Native speaker students are acting as “unpaid tutors” at Australian Universities, podcaster and author Meshal Laurie has claimed. Lauries, currently on a Masters in Media course at an unnamed university, described in an article how she and fellow native English speaker students “teach five weeks of post-graduate level film-making to five Chinese students in three hours.”
According to Ms Laurie, university courses “overloaded with fee-paying” non-native speakers, use assessed group work to pressure native-speaker students to explain the tasks and content to the “internationals”. The native English speakers help the mostly Chinese students to pass, so that their group can perform well in assessments. Sympathetic to her fellow Chinese students, Laurie asks Australia’s universities, “don’t we owe them some support when they get here?”
EL Gazette sources confirm that in at least one UK university, native speakers also find themselves acting as unpaid tutors in “collaborative” group work for which group marks are awarded.
Home Secretary Priti Patel announced in September provisional details of a post Brexit “points-based” immigration system favouring those proficient in English.
According to The Telegraph newspaper, other criteria include good educational qualifications, having an ‘in-demand’ occupation and a willingness to work in particular areas of the UK.
The points-based system will apply to EU nationals as of 31 December 2020, while EU nationals newly arrived in the UK after 31 October 2019 (the planned date for the UK’s exit from the EU) would be able to apply for a temporary two-year “leave to remain.”
Two South African English teachers in Vietnam have vanished without a trace in unrelated incidents. Gift Givers, South Africa’s biggest disaster relief NGO, believes the two “fit and healthy” young men, both due to return home, were kidnapped for their organs. A nationwide organ-harvesting ring was broken up by Vietnamese police earlier this year.
John Bothma and Mushfiq Daniels went missing, Bothma in May and Mushfiq in July, after settling into teaching jobs in the Socialist Republic. Bothma went missing after checking into a Saigon hotel.
Daniels had been teaching at a high school in Ho Chi Minh City’s Phu Nuan district for almost a year before his disappearance. His family flew to Vietnam, where they heard reports of him being seen praying in one of the city’s mosques. Nothing has been heard of them since late July.
The US state of Maine was faced with a sudden surge in Francophone Africans – mostly asylum-seekers – in need of English Language Learner (ELL) services at the start of the school year. The city of Portland had over 80 new ELL enrolments, and organised an ELL summer school. Maine residents of French heritage have flocked to help the newcomers, the Portland Press Gazette reports.

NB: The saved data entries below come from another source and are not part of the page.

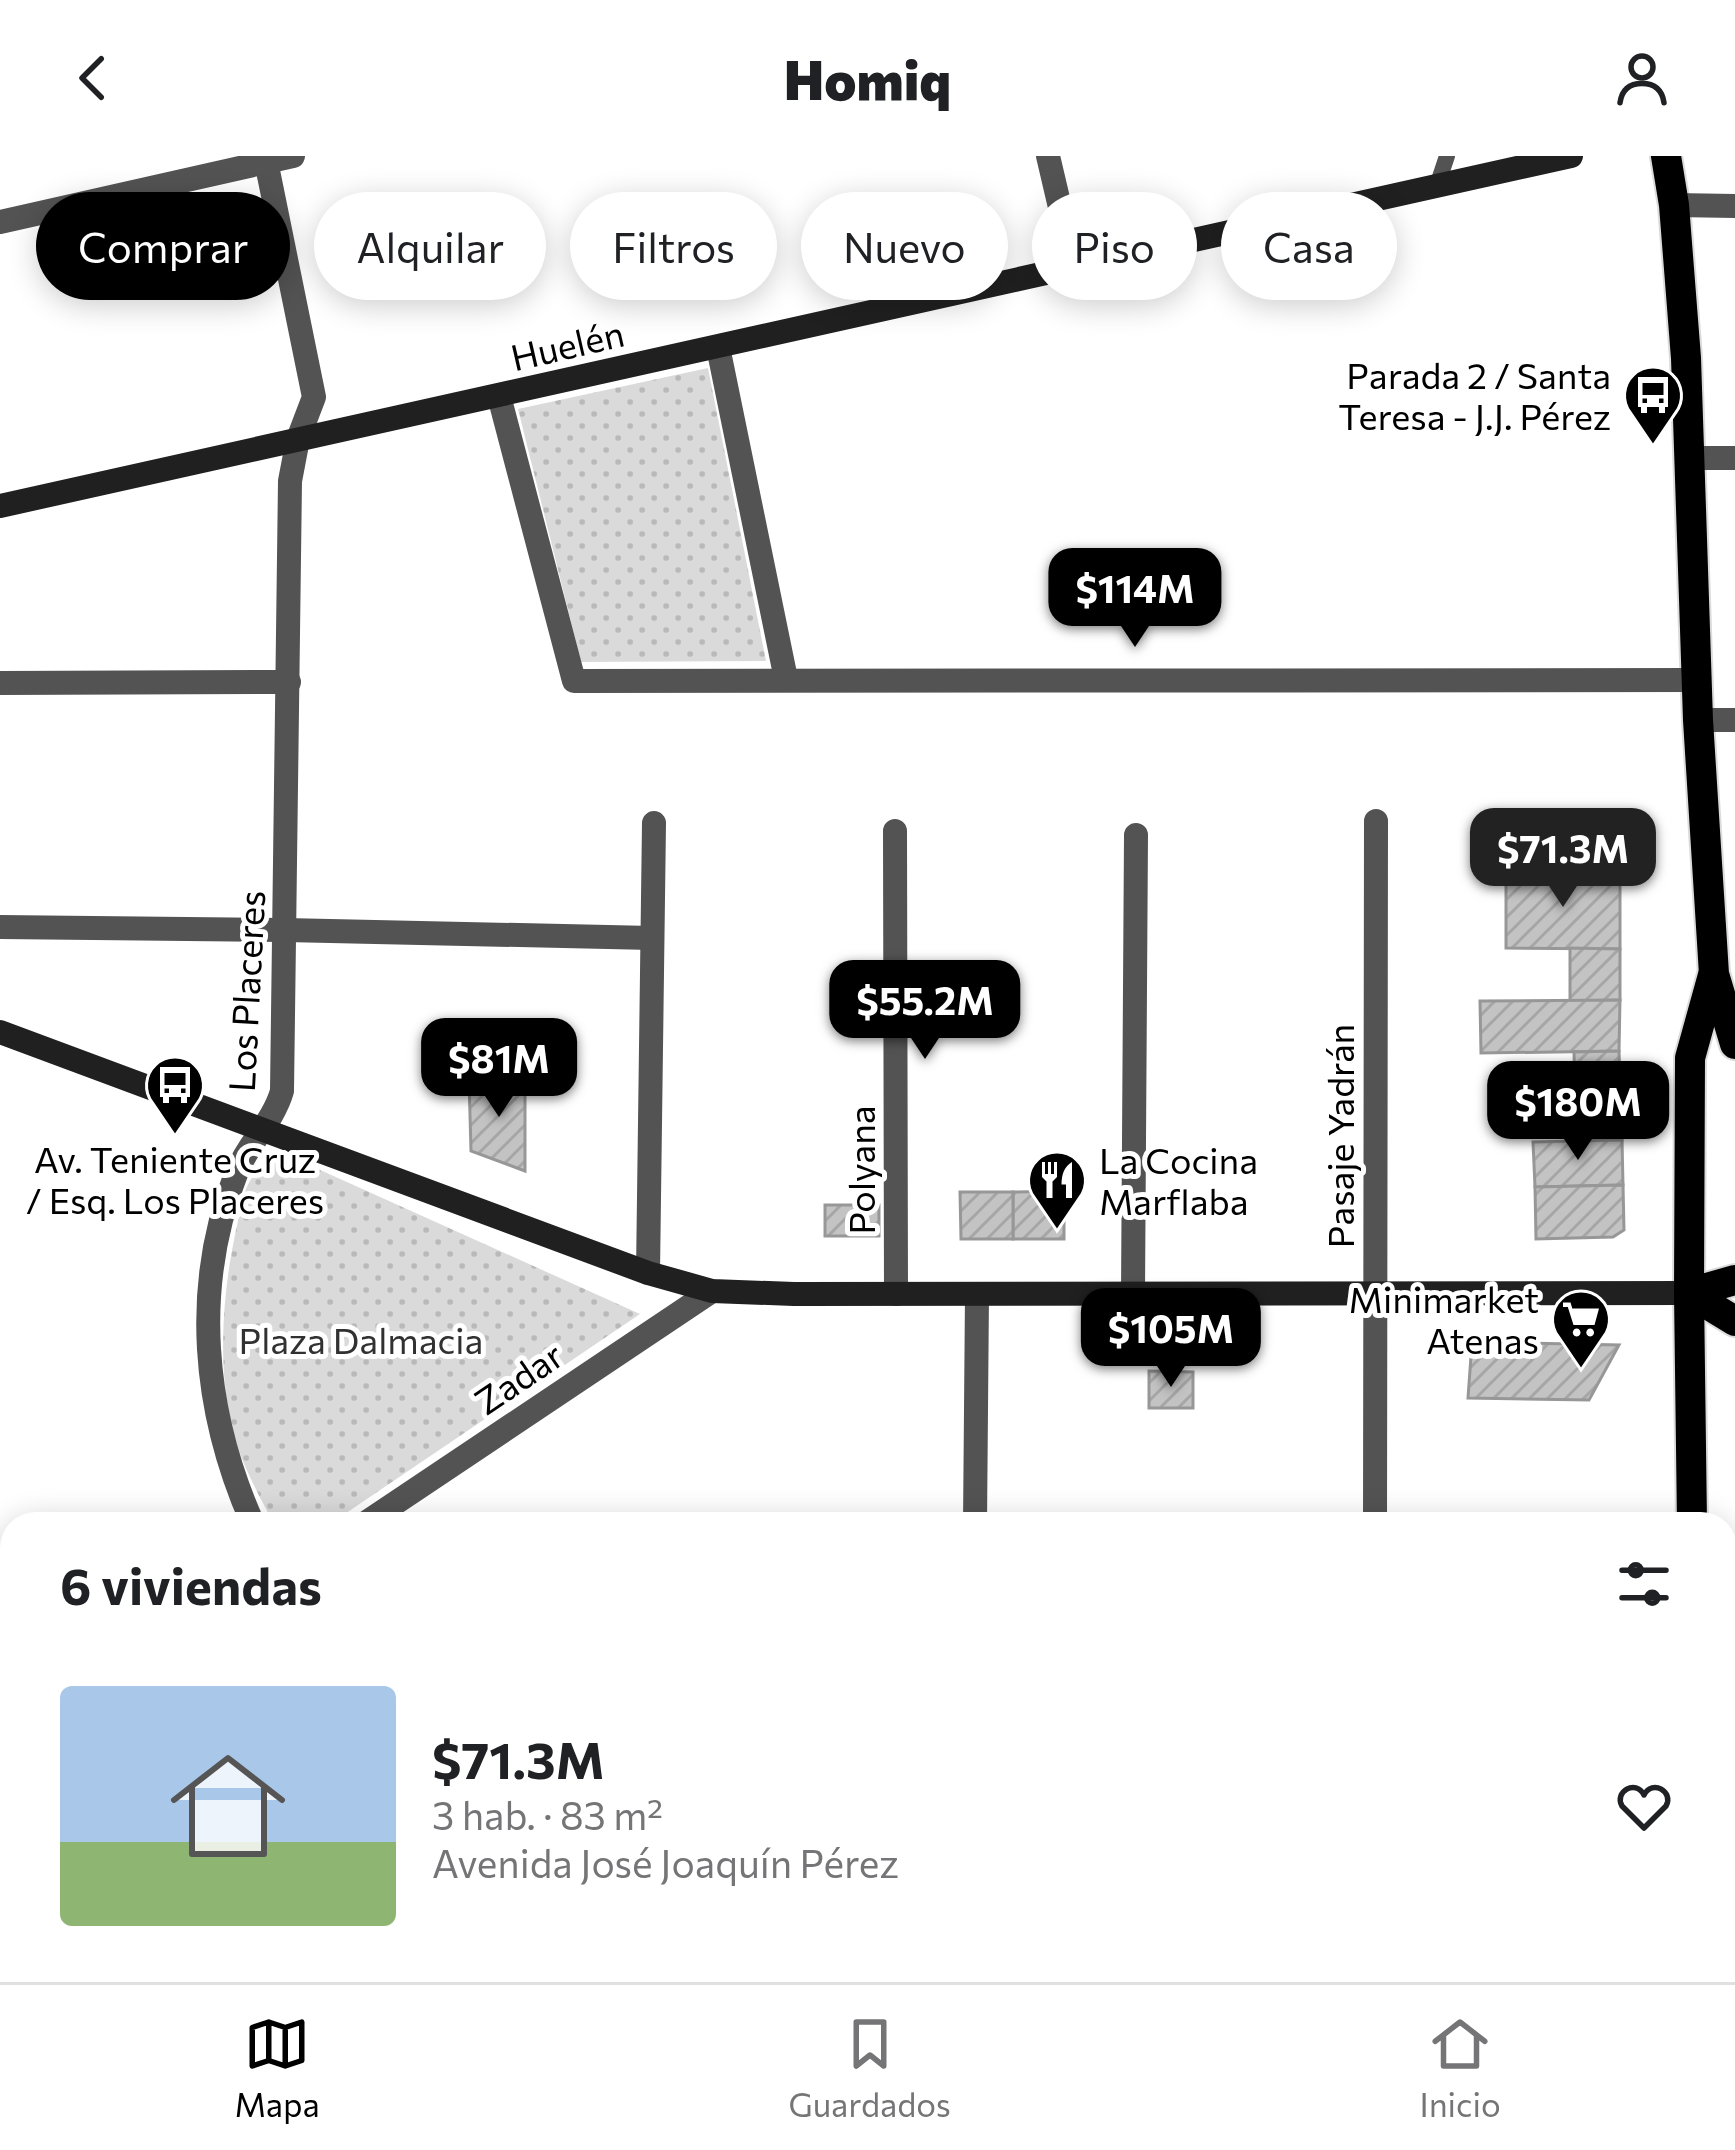 <!DOCTYPE html>
<html lang="es">
<meta charset="utf-8">
<style>
:root{--surface:#fff;--page:#f6f6f6;--text:#202124;--muted:#757577;--line:#e0e0e0;--accent:#000}
body{margin:0;font-family:Commissioner,sans-serif;background:var(--page);color:var(--text);height:100vh;display:flex;flex-direction:column;font-size:45px;white-space:nowrap}
*{box-sizing:border-box;margin:0}
p{font-size:39px;color:var(--muted)}
.icon{flex:none;width:66px;height:66px;fill:none;stroke:currentColor;stroke-width:2;stroke-linecap:round;stroke-linejoin:round}
.map{position:relative;flex:1;overflow:hidden}
.side{position:absolute;left:0px;top:1356px;width:1737px;height:471px;display:flex;flex-direction:column;background:var(--surface);border-radius:36px 36px 0 0;box-shadow:0 6px 30px #0003}
.side>*{flex:none}
.banner{position:absolute;left:36px;top:36px;width:1665px;height:108px;display:flex;gap:24px}
.price{position:absolute;translate:-50% -102px;padding:0 27px;border-radius:24px;background:var(--accent);color:#fff;font-size:39px;line-height:78px;filter:drop-shadow(0 3px 6px #0008)}
.price::after{content:'';position:absolute;left:50%;top:72px;width:36px;height:27px;margin-left:-18px;background:inherit;clip-path:polygon(0 0,100% 0,50% 100%)}
.price.current{background:#222;color:#fff}
ul{padding:0;list-style:none}
li{display:flex;align-items:center;gap:36px;height:300px;padding:0 60px}
li span{display:grid;place-items:center;flex:none;width:336px;height:240px;border-radius:12px;color:#555}
li>.icon{margin-inline-start:auto}
span .icon{width:144px;height:144px;fill:#fffc;stroke-width:1}
li b{font-size:51px}
h2{display:flex;justify-content:space-between;align-items:center;height:144px;padding:0 60px;font-size:51px}
.tag{padding:0 42px;border-radius:54px;background:var(--surface);box-shadow:0 6px 30px #0003;font-size:42px;line-height:108px}
.tag.current{background:var(--accent);color:#fff}
header{display:flex;justify-content:space-between;align-items:center;height:156px;padding:0 60px;background:var(--surface);font-size:54px;font-weight:800}
.menu{display:flex;justify-content:space-around;align-items:center;height:168px;border-top:3px solid var(--line);background:var(--surface);font-size:33px;color:var(--muted)}
.menu a{display:grid;justify-items:center;gap:6px}
.menu .current{color:var(--accent)}
.map>svg:first-child{display:block}
.grass{fill:url(#grass-dots)}
.building{fill:url(#building-hatch);stroke:#979797;stroke-width:3}
.lines{fill:none;stroke-linecap:round;stroke-linejoin:round}
.primary-casing{stroke:#dbdbdb;stroke-width:34}
.service{stroke:#535353;stroke-width:16}
.minor{stroke:#535353;stroke-width:24}
.tertiary{stroke:#535353;stroke-width:24}
.secondary{stroke:#202020;stroke-width:24}
.primary{stroke:#000;stroke-width:30}
.labels{text-anchor:middle;dominant-baseline:central;stroke-width:10;stroke-linejoin:round;paint-order:stroke}
.street-label{font-size:36px;fill:#000;stroke:#fff}
.poi-label{font-size:36px;fill:#000;stroke:#fff;text-anchor:end}
.park-label{font-size:36px;fill:#313131;stroke:#fff}
</style>
<header><svg class="icon" aria-label="back" viewBox="0 0 24 24"><path d="M15 5l-7 7 7 7"/></svg>Homiq<svg class="icon" aria-label="person" viewBox="0 0 24 24"><circle cx="12" cy="8" r="4"/><path d="M4 21q1-7 8-7t8 7"/></svg></header>
<div class="map">
<svg width="1735" height="1826" viewBox="0 0 1735 1826">
<defs>
<pattern id="grass-dots" width="8" height="8" patternUnits="userSpaceOnUse" patternTransform="scale(3)"><rect width="8" height="8" fill="#dadada"/><path d="M2 2h.1M6 6h.1" fill="none" stroke="#b9b9b9" stroke-width="1.8" stroke-linecap="round"/></pattern>
<pattern id="building-hatch" width="6" height="6" patternUnits="userSpaceOnUse" patternTransform="scale(3)"><rect width="6" height="6" fill="#c3c3c3"/><path d="M-1 1l2-2M0 6l6-6M5 7l2-2" fill="none" stroke="#a6a6a6"/></pattern>
</defs>
<rect width="100%" height="100%" fill="#fff"/>
<g class="grass">
<polygon points="708,212 766,505 581,506 518,253"/>
<path d="M276,1001L298,1004L640,1158L330,1368H274C264,1349 253,1329 245,1310C215,1241 220,1151 235,1079C244,1041 241,1022 276,1001Z"/>
</g>
<g class="building">
<polygon points="1506,716 1620,716 1620,793 1506,792"/>
<polygon points="1570,792 1620,793 1620,844 1570,845"/>
<polygon points="1620,844 1619,895 1481,897 1480,845"/>
<polygon points="1619,895 1622,984 1576,985 1574,896"/>
<polygon points="469,923 525,924 525,1015 471,995"/>
<polygon points="1622,984 1623,1029 1535,1031 1533,986"/>
<polygon points="1623,1029 1624,1074 1613,1081 1536,1083 1535,1031"/>
<polygon points="1064,1035 1064,1083 1013,1083 1013,1036"/>
<polygon points="960,1036 1013,1036 1013,1083 961,1083"/>
<rect x="825" y="1049" width="54" height="31"/>
<polygon points="1472,1186 1619,1189 1589,1244 1468,1242"/>
<polygon points="1149,1215 1193,1216 1193,1252 1149,1252"/>
<rect x="1538" y="1815" width="70" height="11"/>
</g>
<g class="lines">
<defs>
<g id="primary">
<polyline points="1666,0 1674,49 1686,202 1698,564 1714,818 1735,888"/>
<polyline points="1689,1137 1735,1165"/>
<polyline points="1689,1137 1735,1124"/>
<polyline points="1692,1368 1689,1137 1690,902 1713,819"/>
<polyline points="1700,1815 1700,1826"/>
</g>
</defs>
<use href="#primary" class="primary-casing"/>
<polyline class="service" points="1437,30 1447,0"/>
<g class="minor">
<polyline points="1048,0 1074,111"/>
<polyline points="1674,49 1735,50"/>
<polyline points="0,66 293,0"/>
<polyline points="718,191 786,523"/>
<polyline points="499,240 574,525 1697,524"/>
<polyline points="1690,302 1735,302"/>
<polyline points="0,527 289,526"/>
<polyline points="1698,564 1735,564"/>
<polyline points="895,675 896,1138"/>
<polyline points="0,771 285,774 652,782"/>
<polyline points="648,1117 654,667"/>
<polyline points="1133,1138 1136,679"/>
<path d="M253,1368C203,1256 191,1131 237,1015C249,986 273,966 282,935L290,325L298,283L314,241L265,0"/>
<polyline points="975,1368 977,1138"/>
<polyline points="1375,1368 1376,665"/>
<polyline points="1725,1459 1735,1458"/>
<polyline points="0,1478 12,1494"/>
<polyline points="0,1653 12,1653"/>
<polyline points="281,1826 281,1815"/>
<polyline points="972,1826 972,1815"/>
<polyline points="1374,1826 1374,1815"/>
</g>
<g class="tertiary">
<polyline points="364,1368 712,1135"/>
<polyline points="0,1621 12,1612"/>
</g>
<g class="secondary">
<polyline points="0,350 1571,0"/>
<polyline points="0,876 648,1117 712,1135 794,1138 1689,1137"/>
</g>
<use href="#primary" class="primary"/>
</g>
<defs>
<symbol id="bus-pin" viewBox="-11 -11 22 30"><path d="M0 17L-7.5 6A9.5 9.5 0 1 1 7.5 6Z" fill="#000" stroke="#fff"/><path d="M-5-6H5V4H4V6H2V4H-2V6H-4V4H-5ZM-3.5-4V0h7V-4ZM-3.5 1.2v1.5H-2V1.2ZM2 1.2v1.5H3.5V1.2Z" fill="#fff"/></symbol>
<symbol id="restaurant-pin" viewBox="-11 -11 22 30"><path d="M0 17L-7.5 6A9.5 9.5 0 1 1 7.5 6Z" fill="#000" stroke="#fff"/><path d="M-5-6h1v4h1v-4h1v4h1v-4h1v5L-1.5 .5V6h-2V.5L-5-1ZM5-6V6H3V1.5H1.5Q1.5-4 5-6Z" fill="#fff"/></symbol>
<symbol id="supermarket-pin" viewBox="-11 -11 22 30"><path d="M0 17L-7.5 6A9.5 9.5 0 1 1 7.5 6Z" fill="#000" stroke="#fff"/><path d="M-6-5.5h2.5l.6 2H6L4.5 2H-2.5L-4.4-4H-6ZM-1.5 3.2a1.3 1.3 0 1 0 .1 0ZM3 3.2a1.3 1.3 0 1 0 .1 0Z" fill="#fff"/></symbol>
</defs>
<g fill-rule="evenodd">
<use href="#bus-pin" x="1620" y="206" width="66" height="90"/>
<use href="#bus-pin" x="142" y="896" width="66" height="90"/>
<use href="#restaurant-pin" x="1024" y="991" width="66" height="90"/>
<use href="#supermarket-pin" x="1548" y="1130" width="66" height="90"/>
</g>
<g class="labels">
<g class="street-label">
<text transform="translate(567 188) rotate(-13)">Huelén</text>
<text transform="translate(245 835) rotate(-87)">Los Placeres</text>
<text transform="translate(1339 980) rotate(-90)">Pasaje Yadrán</text>
<text transform="translate(860 1014) rotate(-90)">Polyana</text>
<text transform="translate(518 1221) rotate(-34)">Zadar</text>
</g>
<g class="poi-label">
<text x="1611" y="218">Parada 2 / Santa<tspan x="1611" dy="41">Teresa - J.J. Pérez</tspan></text>
<text x="175" y="1002" text-anchor="middle">Av. Teniente Cruz<tspan x="175" dy="41">/ Esq. Los Placeres</tspan></text>
<text x="1099" y="1003" text-anchor="start">La Cocina<tspan x="1099" dy="41">Marflaba</tspan></text>
<text x="1539" y="1142">Minimarket<tspan x="1539" dy="41">Atenas</tspan></text>
</g>
<g class="park-label">
<text x="361" y="1183">Plaza Dalmacia</text>
</g>
</g>
</svg>
<b class="price" style="left:1135px;top:494px">$114M</b>
<b class="price current" style="left:1563px;top:754px">$71.3M</b>
<b class="price" style="left:925px;top:906px">$55.2M</b>
<b class="price" style="left:499px;top:964px">$81M</b>
<b class="price" style="left:1578px;top:1007px">$180M</b>
<b class="price" style="left:1171px;top:1234px">$105M</b>
<div class="banner">
<a class="tag current">Comprar</a>
<a class="tag">Alquilar</a>
<a class="tag">Filtros</a>
<a class="tag">Nuevo</a>
<a class="tag">Piso</a>
<a class="tag">Casa</a>
</div>
<section class="side">
<h2>6 viviendas<svg class="icon" aria-label="filters" viewBox="0 0 24 24"><path d="M4 7h16M4 17h16"/><circle cx="9" cy="7" r="2"/><circle cx="15" cy="17" r="2"/></svg></h2>
<ul>
<li><span style="background:linear-gradient(#a9c7e8 65%,#8fb573 0)"><svg class="icon" aria-label="home" viewBox="0 0 24 24"><path d="M3 11l9-7 9 7M6 9v11h12V9"/></svg></span><div><b>$71.3M</b><p>3 hab. · 83 m²</p><p>Avenida José Joaquín Pérez</p></div><svg class="icon" aria-label="heart" viewBox="0 0 24 24"><path d="M12 20l-8-8c-3-5 5-10 8-4 3-6 11-1 8 4z"/></svg></li>
</ul>
</section>
</div>
<nav class="menu">
<a class="current"><svg class="icon" aria-label="map" viewBox="0 0 24 24"><path d="M3 6l6-2 6 2 6-2v14l-6 2-6-2-6 2zM9 4v14M15 6v14"/></svg>Mapa</a>
<a><svg class="icon" aria-label="saved" viewBox="0 0 24 24"><path d="M7 4h10v16l-5-4-5 4z"/></svg>Guardados</a>
<a><svg class="icon" aria-label="home" viewBox="0 0 24 24"><path d="M3 11l9-7 9 7M6 9v11h12V9"/></svg>Inicio</a>
</nav>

In the nineteenth century, many French Canadians settled in Maine, where there was a vibrant Francophone community, with French mass held in many of Maine’s churches until the 1970s. Maine’s Francophone community has since dwindled to a quarter of what it was 40 years ago. Now Francophone communities, like the one around the Franco-American Heritage Centre in Lewiston, are being reinvigorated by the arrival of French-speaking West Africans.